赤穂民報
義士関連の宝物次々、充実の一日ツアー(3月14日)
義士にゆかりがありながら、市民になじみが薄かった寺社などを訪ねる「赤穂義士史跡見学会」が14日あり、旧赤穂郡内最古の義士絵馬がある有年牟礼の黒尾須賀神社、大石内蔵助が石灯ろうを寄進した周世の神護寺など17カ所を巡った。
「郷土の誇りである赤穂義士について再発見する機会を」と赤穂義士会が主催。歴史ファン38人が参加した。
三世住職・良雪が内蔵助と親交の深かった御崎の正福寺(鈴木良吉住職)では、内蔵助が討ち入り前日にしたためた暇乞い(いとまごい)状、2人が対局に使った碁盤を特別公開。
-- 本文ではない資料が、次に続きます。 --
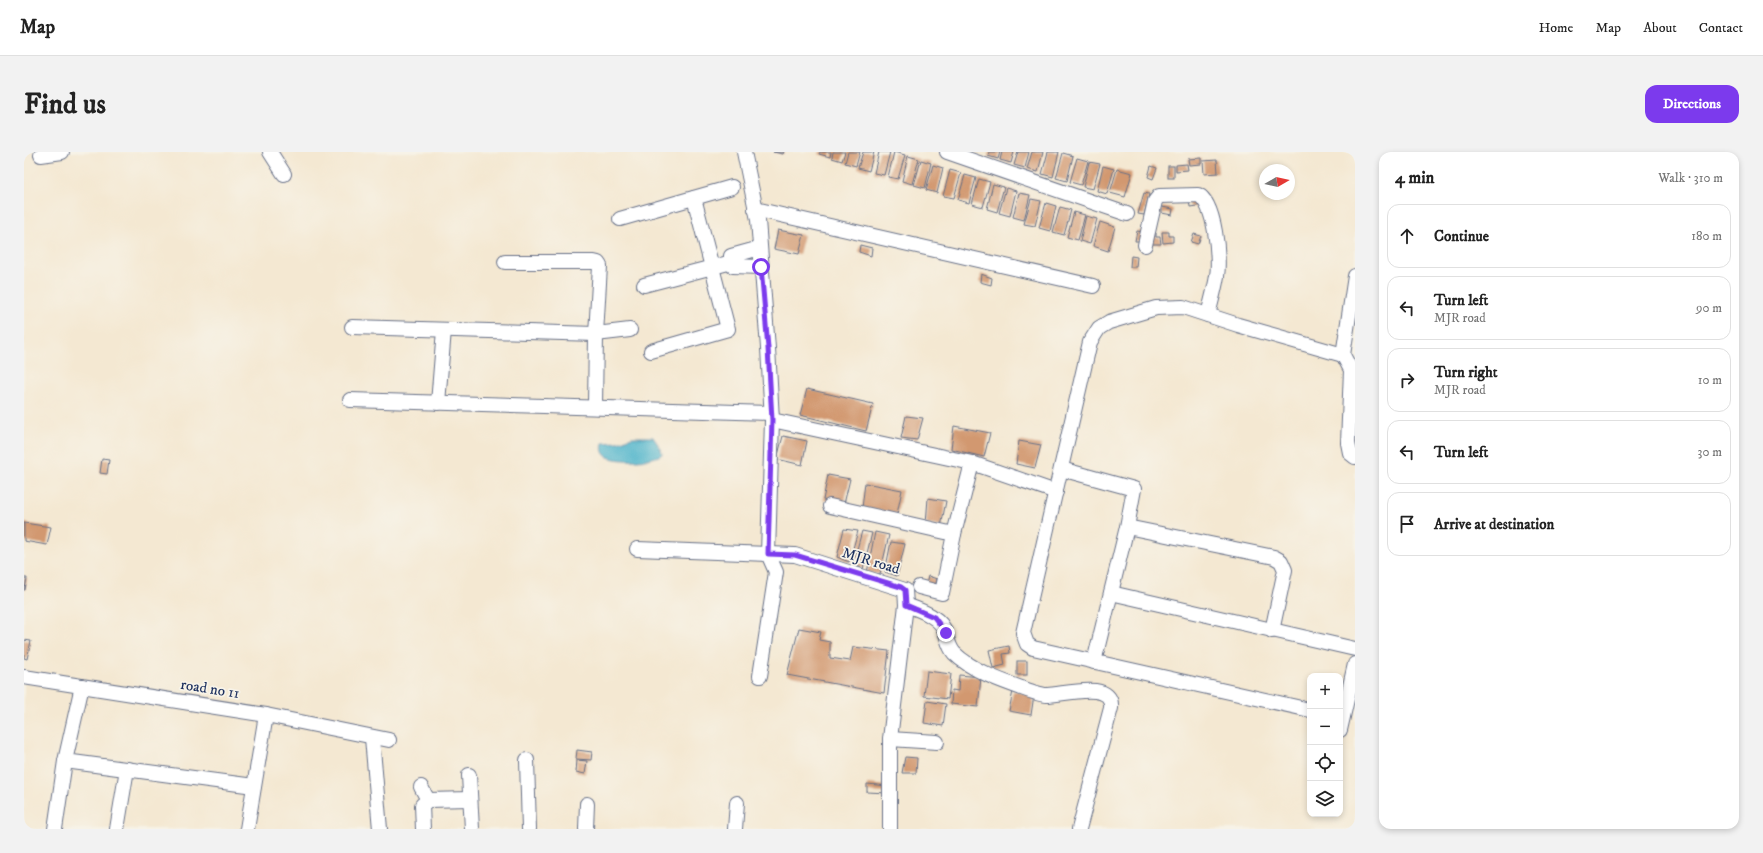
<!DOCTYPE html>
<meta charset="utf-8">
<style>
body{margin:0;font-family:"IM FELL DW Pica",serif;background:#f2f2f2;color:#222}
.controls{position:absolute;right:12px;bottom:12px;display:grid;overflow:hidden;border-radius:8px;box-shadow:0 2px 6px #0003}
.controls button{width:36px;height:36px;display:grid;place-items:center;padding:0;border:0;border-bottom:1px solid #e0e0e0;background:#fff;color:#222;font:20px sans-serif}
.compass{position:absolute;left:1235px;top:12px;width:36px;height:36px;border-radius:50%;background:#fff;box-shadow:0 2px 6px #0003;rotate:81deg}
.stop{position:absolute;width:12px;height:12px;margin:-9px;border:3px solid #7c3aed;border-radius:50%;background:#fff}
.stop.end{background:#7c3aed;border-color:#fff;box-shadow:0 1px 4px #0008}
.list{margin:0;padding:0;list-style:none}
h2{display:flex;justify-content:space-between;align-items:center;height:52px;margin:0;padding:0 16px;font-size:17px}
h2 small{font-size:13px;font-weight:400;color:#767676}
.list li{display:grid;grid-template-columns:26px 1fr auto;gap:12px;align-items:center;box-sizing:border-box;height:64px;margin:0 8px 8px;padding:0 8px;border:1px solid #e0e0e0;border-radius:12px}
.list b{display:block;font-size:15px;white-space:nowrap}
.list p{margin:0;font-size:13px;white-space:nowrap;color:#767676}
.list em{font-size:13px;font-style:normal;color:#767676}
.icon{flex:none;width:22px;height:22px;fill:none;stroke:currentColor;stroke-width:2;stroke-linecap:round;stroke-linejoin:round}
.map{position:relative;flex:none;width:1331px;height:677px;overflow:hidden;border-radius:12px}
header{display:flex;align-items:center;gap:24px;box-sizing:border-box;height:56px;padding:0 20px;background:#fff;border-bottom:1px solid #e0e0e0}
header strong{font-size:19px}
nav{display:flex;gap:22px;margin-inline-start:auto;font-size:14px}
.intro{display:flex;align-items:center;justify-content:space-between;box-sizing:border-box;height:96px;padding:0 24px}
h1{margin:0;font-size:28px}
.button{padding:10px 18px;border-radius:12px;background:#7c3aed;color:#fff;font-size:14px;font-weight:700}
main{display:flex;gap:24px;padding:0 24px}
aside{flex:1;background:#fff;border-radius:12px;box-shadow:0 2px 6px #0003}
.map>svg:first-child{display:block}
</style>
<header>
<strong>Map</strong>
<nav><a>Home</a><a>Map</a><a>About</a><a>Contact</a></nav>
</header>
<div class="intro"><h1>Find us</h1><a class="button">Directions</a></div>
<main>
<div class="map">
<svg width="1331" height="677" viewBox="0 0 1331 677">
<rect width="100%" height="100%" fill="#f7f3e8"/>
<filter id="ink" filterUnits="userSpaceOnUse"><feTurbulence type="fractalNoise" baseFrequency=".025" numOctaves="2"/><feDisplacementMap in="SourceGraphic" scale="8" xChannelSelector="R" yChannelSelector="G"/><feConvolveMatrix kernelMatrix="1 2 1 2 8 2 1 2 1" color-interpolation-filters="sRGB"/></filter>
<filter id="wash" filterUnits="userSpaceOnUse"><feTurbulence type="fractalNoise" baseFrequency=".012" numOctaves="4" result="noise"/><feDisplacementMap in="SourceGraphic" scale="16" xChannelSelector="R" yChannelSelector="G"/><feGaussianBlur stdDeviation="0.9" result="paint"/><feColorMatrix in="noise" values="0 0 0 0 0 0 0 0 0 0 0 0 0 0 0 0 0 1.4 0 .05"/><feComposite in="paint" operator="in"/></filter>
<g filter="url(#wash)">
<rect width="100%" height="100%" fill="#f4e8d2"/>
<!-- water -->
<path fill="#4db4cb" stroke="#347294" d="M608 285H629L637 297 638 302C630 309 589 311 581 303 578 300 578 295 579 291L594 290Z"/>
<g id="blocks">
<!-- building -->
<g fill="#d2986f">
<path d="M749 0H760L759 2Z"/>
<path d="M796 0H807L806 5 795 2Z"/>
<path d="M809 0H821L818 9 808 6Z"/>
<path d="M824 0H836L832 14 821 11Z"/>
<path d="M839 0H850L845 19 834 16Z"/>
<path d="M855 0H866L860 23 850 21Z"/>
<path d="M870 0 881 3 874 27 864 25Z"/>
<path d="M965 0H976L974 7 964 4Z"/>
<path d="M978 0H990L987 11 976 8Z"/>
<path d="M994 0H1005L1001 16 990 13Z"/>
<path d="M1008 0H1019L1014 20 1003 17Z"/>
<path d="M1024 0H1035L1029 25 1018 22Z"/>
<path d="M1039 1 1049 4 1043 29 1032 26Z"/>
<path d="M884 4 895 7 888 32 878 29Z"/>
<path d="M1053 6 1064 9 1057 33 1046 30Z"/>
<path d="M1177 6V12L1165 13 1164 7Z"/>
<path d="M897 8 907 11 901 36 890 33Z"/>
<path d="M1193 8 1194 21 1180 22 1179 9Z"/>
<path d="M1065 10 1076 12 1069 37 1059 35Z"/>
<path d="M1163 12 1164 18 1152 19V13Z"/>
<path d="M909 13 919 16 913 41 902 38Z"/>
<path d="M1079 14 1090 17 1083 42 1073 39Z"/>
<path d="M1127 14 1133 16 1129 27 1124 25Z"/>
<rect x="1144" y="14" width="6" height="12"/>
<path d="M1093 17 1108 21 1101 45 1086 41Z"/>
<path d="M926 18 937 21 930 46 919 44Z"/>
<path d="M941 23 952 26 945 51 934 48Z"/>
<path d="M955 27 966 30 959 55 948 52Z"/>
<path d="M969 32 980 35 973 60 963 57Z"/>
<path d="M982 36 992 39 986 64 975 61Z"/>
<path d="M995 41 1006 43 1000 68 989 65Z"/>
<path d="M1120 41 1125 42 1120 63 1114 62Z"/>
<path d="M1007 47 1017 49 1011 74 1000 72Z"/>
<path d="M1165 47 1179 53 1166 55Z"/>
<path d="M1022 51 1032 54 1026 79 1015 76Z"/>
<path d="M1036 55 1047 58 1040 83 1029 80Z"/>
<path d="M1138 55 1149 57 1148 63 1138 61Z"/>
<path d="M1050 60 1061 63 1054 88 1043 85Z"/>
<path d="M1062 64 1073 67 1066 92 1056 89Z"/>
<path d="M1076 70 1091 75 1084 99 1069 94Z"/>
<path d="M754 78 780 83 775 102 750 97Z"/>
<path d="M1113 79 1119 80 1118 89H1111Z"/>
<path d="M1138 80H1145V84H1149V90L1139 91Z"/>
<path d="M1132 81V85H1136L1137 92H1126V82Z"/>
<path d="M1170 82 1177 84 1174 92 1167 90Z"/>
<path d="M836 93 848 96 847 104 835 100Z"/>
<path d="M1107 104 1113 105 1112 115H1106Z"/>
<path d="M957 122 968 126 967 133 956 130Z"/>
<path d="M783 237 849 252 842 279 776 263Z"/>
<path d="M882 264 899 266 893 288 877 286Z"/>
<path d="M930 274 966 281 960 305 927 297Z"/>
<path d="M759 284 783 289 778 313 753 307Z"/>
<path d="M995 289 1017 293 1011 316 992 312Z"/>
<path d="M78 307 85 308 83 322 76 321Z"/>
<path d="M804 323 826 327 820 352 799 348Z"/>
<path d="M841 331 878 338 873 362 838 356Z"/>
<path d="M904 346 922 349 917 375 902 372Z"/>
<path d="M0 371 27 375 23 393 0 389Z"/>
<path d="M820 377 834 379 825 410 813 405Z"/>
<path d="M838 379 848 381 839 417 829 412Z"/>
<path d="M851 380 865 383 856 422 843 421Z"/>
<path d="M867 390 881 392 873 424 861 420Z"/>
<path d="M904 424 913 427 911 435 902 433Z"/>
<path d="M0 426H3L1 438H0Z"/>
<path d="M775 476 797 480 795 488 806 490V506L826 509 829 495 865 499 860 541 763 523Z"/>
<path d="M0 488 7 489 3 507 0 506Z"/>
<path d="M985 494 986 501 979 502 981 513 969 516 965 498Z"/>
<rect x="993" y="509" width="10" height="14"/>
<path d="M903 519 927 522 924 547 900 544Z"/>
<path d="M935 523 957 525 954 555 927 552 928 538 934 539Z"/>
<path d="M989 539 1010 543 1007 563 985 559Z"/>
<path d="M903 549 922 552 919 574 900 571Z"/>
<path d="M553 598 568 600 567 608 552 607Z"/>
<path d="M881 605 893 606 892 621H878Z"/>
<path d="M553 608 563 609 561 622 552 620Z"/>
<path d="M843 632 864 634 863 641 843 640Z"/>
</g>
</g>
</g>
<g filter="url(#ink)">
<use href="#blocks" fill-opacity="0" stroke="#677087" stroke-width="1"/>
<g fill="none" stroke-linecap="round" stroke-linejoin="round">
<!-- minor casing -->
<g stroke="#677087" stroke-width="16">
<g id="minor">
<path d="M246 0 260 22"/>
<path d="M720 0 734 68 744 196 748 268 744 402 752 420 736 524"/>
<path d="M923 0 1103 62"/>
<path d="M17 3 38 0"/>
<path d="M731 57 1069 134"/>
<path d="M596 67 708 35"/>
<path d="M1121 93 1131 49 1135 44 1174 43C1191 50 1196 107 1193 124 1191 137 1187 150 1184 163"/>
<path d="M736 96 707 104 709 114 737 115"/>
<path d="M481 110H570L574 111 576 114 572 182 571 255"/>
<path d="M1331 124 1319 203 1327 218 1324 291 1326 301 1331 305"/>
<path d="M620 133 708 110"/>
<path d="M328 175 572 182 606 178"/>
<path d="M627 199 704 177 670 46"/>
<path d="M326 248 747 261"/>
<path d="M414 251 420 178"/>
<path d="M748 268 948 311 1032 340"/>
<path d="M1037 317 1110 337 1103 375 1070 510"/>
<path d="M806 354 930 382"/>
<path d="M1103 375 1250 405 1257 409 1261 418 1248 479"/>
<path d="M613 397 771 403 881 438 882 453 866 587V677"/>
<path d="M895 435 918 441 930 382 948 311"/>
<path d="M1087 441 1331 497"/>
<path d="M882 453C896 458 918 465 922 482 924 489 925 495 930 501 949 520 983 531 1009 540 1013 541 1018 543 1023 543 1039 543 1090 527 1087 556L1055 677"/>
<path d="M0 525 242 563 365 588"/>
<path d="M1286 558 1009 496 1003 492 999 481 1066 190 1075 176 1085 170 1132 156 1159 155 1214 173 1319 203"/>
<path d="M1316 578 1331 512"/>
<path d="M348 586 356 677"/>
<path d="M866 587 913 590"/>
<path d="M503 608 505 677"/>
<path d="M41 609 230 634"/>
<path d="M445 623 448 677"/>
<path d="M397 635 404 648"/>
<path d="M31 677 41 609 58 534"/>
<path d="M93 677 103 617"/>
<path d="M223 677 242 563"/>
<path d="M399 677 398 653 404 648 446 647"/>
<path d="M562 677 563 652"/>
<path d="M711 677 713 651"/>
</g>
</g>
<!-- minor -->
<use href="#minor" stroke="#fff" stroke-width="14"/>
</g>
</g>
<g fill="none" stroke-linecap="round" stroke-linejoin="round" filter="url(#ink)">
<!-- route -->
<path stroke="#7c3aed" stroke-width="5" d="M737 115 744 196 748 268 744 402 771 403 877 435 881 438 882 453 910 465 922 481"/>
</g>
<g text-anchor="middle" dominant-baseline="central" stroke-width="3.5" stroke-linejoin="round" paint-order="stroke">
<!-- street labels -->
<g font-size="15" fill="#1b2f5e" stroke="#f7f3e8">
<text transform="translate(847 409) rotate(17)">MJR road</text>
<text transform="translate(186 537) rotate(9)">road no 11</text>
</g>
</g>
</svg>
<div class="controls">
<button>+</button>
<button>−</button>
<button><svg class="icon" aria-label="locate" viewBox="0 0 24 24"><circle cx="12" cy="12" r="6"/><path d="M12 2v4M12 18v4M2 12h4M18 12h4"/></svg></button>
<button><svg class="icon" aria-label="layers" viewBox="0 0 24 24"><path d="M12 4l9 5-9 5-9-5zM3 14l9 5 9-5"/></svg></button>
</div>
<svg class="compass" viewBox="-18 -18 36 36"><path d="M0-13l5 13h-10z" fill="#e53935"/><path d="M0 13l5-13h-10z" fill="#767676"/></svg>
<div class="stop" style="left:737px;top:115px"></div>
<div class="stop end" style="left:922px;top:481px"></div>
</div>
<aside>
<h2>4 min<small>Walk · 310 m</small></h2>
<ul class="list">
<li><svg class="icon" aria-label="ahead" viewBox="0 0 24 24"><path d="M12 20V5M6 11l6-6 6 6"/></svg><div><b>Continue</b></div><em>180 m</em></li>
<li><svg class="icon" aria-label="left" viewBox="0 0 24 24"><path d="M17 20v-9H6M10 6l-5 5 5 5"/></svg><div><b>Turn left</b><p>MJR road</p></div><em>90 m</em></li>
<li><svg class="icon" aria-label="right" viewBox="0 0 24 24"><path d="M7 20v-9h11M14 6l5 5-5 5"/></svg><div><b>Turn right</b><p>MJR road</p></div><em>10 m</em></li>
<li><svg class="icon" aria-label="left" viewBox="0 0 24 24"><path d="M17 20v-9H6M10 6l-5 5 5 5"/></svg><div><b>Turn left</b></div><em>30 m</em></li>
<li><svg class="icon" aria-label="arrive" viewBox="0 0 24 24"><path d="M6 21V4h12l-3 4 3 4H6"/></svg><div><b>Arrive at destination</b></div></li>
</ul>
</aside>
</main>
尾崎の如来寺(八幡昭海住職)でも、これまで一般の目に触れたことがなかった義士の位牌などが初めて展示された。
見学会には定員を上回る応募があり、バスを2台に増便。貴重な遺品の数々を熱心に見学し、終了予定を2時間オーバーするほど好評だった。
ボランティアで赤穂城周辺の観光案内を行っている目坂の今仲巖さん(68)はガイド仲間と参加。「普段は表しか見ることがなかった史跡の内側を詳しく見学でき、参加してよかった」と期待以上の内容に満足していた。
同会は来年もコースを変えて見学会を開催する予定にしている。